Reply with every entry, repeated exactly as given.

-- Records for this exercise follows --

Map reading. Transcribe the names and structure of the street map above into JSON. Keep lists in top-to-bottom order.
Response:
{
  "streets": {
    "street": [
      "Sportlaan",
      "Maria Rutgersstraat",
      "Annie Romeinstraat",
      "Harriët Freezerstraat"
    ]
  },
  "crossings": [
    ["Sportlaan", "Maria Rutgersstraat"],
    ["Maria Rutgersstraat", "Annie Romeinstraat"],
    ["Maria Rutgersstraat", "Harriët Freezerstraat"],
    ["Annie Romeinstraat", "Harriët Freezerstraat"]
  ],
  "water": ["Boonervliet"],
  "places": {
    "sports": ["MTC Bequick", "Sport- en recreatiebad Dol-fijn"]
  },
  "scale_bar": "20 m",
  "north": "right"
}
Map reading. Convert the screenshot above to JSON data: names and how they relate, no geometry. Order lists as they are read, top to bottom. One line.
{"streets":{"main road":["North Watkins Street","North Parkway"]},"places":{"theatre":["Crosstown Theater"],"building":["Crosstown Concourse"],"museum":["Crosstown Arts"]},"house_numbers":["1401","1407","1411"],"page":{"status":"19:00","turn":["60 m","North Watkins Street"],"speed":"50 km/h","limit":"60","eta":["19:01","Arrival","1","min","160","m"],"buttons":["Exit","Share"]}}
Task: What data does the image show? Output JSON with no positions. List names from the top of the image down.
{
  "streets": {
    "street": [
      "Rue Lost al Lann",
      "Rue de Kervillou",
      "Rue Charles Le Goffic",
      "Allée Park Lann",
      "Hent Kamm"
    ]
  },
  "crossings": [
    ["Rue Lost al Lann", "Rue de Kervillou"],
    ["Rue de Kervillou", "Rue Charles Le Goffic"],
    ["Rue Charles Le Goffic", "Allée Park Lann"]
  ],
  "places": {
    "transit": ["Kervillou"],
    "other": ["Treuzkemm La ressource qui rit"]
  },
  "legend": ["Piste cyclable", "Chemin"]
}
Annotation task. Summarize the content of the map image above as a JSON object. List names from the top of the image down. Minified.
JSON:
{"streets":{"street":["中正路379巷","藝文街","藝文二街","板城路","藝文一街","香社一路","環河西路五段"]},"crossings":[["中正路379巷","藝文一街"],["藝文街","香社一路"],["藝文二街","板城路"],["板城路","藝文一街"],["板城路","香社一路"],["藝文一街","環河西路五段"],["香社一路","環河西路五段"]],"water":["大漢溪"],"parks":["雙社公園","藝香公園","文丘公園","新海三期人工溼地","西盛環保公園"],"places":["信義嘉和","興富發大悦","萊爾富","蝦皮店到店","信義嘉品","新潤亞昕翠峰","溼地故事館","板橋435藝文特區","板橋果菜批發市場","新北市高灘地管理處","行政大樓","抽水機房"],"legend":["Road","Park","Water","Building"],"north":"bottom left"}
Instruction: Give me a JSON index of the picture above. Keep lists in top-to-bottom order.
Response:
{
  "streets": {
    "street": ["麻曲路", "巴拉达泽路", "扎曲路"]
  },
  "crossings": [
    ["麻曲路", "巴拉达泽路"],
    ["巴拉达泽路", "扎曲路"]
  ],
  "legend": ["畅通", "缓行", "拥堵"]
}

-- Records for this exercise concluded --

(Answer section):
Map reading. Transcribe the names and structure of the street map above into JSON. Keep lists in top-to-bottom order.
Response:
{
  "streets": {
    "street": [
      "Sportlaan",
      "Maria Rutgersstraat",
      "Annie Romeinstraat",
      "Harriët Freezerstraat"
    ]
  },
  "crossings": [
    ["Sportlaan", "Maria Rutgersstraat"],
    ["Maria Rutgersstraat", "Annie Romeinstraat"],
    ["Maria Rutgersstraat", "Harriët Freezerstraat"],
    ["Annie Romeinstraat", "Harriët Freezerstraat"]
  ],
  "water": ["Boonervliet"],
  "places": {
    "sports": ["MTC Bequick", "Sport- en recreatiebad Dol-fijn"]
  },
  "scale_bar": "20 m",
  "north": "right"
}
Map reading. Convert the screenshot above to JSON data: names and how they relate, no geometry. Order lists as they are read, top to bottom. One line.
{"streets":{"main road":["North Watkins Street","North Parkway"]},"places":{"theatre":["Crosstown Theater"],"building":["Crosstown Concourse"],"museum":["Crosstown Arts"]},"house_numbers":["1401","1407","1411"],"page":{"status":"19:00","turn":["60 m","North Watkins Street"],"speed":"50 km/h","limit":"60","eta":["19:01","Arrival","1","min","160","m"],"buttons":["Exit","Share"]}}
Task: What data does the image show? Output JSON with no positions. List names from the top of the image down.
{
  "streets": {
    "street": [
      "Rue Lost al Lann",
      "Rue de Kervillou",
      "Rue Charles Le Goffic",
      "Allée Park Lann",
      "Hent Kamm"
    ]
  },
  "crossings": [
    ["Rue Lost al Lann", "Rue de Kervillou"],
    ["Rue de Kervillou", "Rue Charles Le Goffic"],
    ["Rue Charles Le Goffic", "Allée Park Lann"]
  ],
  "places": {
    "transit": ["Kervillou"],
    "other": ["Treuzkemm La ressource qui rit"]
  },
  "legend": ["Piste cyclable", "Chemin"]
}
Annotation task. Summarize the content of the map image above as a JSON object. List names from the top of the image down. Minified.
JSON:
{"streets":{"street":["中正路379巷","藝文街","藝文二街","板城路","藝文一街","香社一路","環河西路五段"]},"crossings":[["中正路379巷","藝文一街"],["藝文街","香社一路"],["藝文二街","板城路"],["板城路","藝文一街"],["板城路","香社一路"],["藝文一街","環河西路五段"],["香社一路","環河西路五段"]],"water":["大漢溪"],"parks":["雙社公園","藝香公園","文丘公園","新海三期人工溼地","西盛環保公園"],"places":["信義嘉和","興富發大悦","萊爾富","蝦皮店到店","信義嘉品","新潤亞昕翠峰","溼地故事館","板橋435藝文特區","板橋果菜批發市場","新北市高灘地管理處","行政大樓","抽水機房"],"legend":["Road","Park","Water","Building"],"north":"bottom left"}
Instruction: Give me a JSON index of the picture above. Keep lists in top-to-bottom order.
Response:
{
  "streets": {
    "street": ["麻曲路", "巴拉达泽路", "扎曲路"]
  },
  "crossings": [
    ["麻曲路", "巴拉达泽路"],
    ["巴拉达泽路", "扎曲路"]
  ],
  "legend": ["畅通", "缓行", "拥堵"]
}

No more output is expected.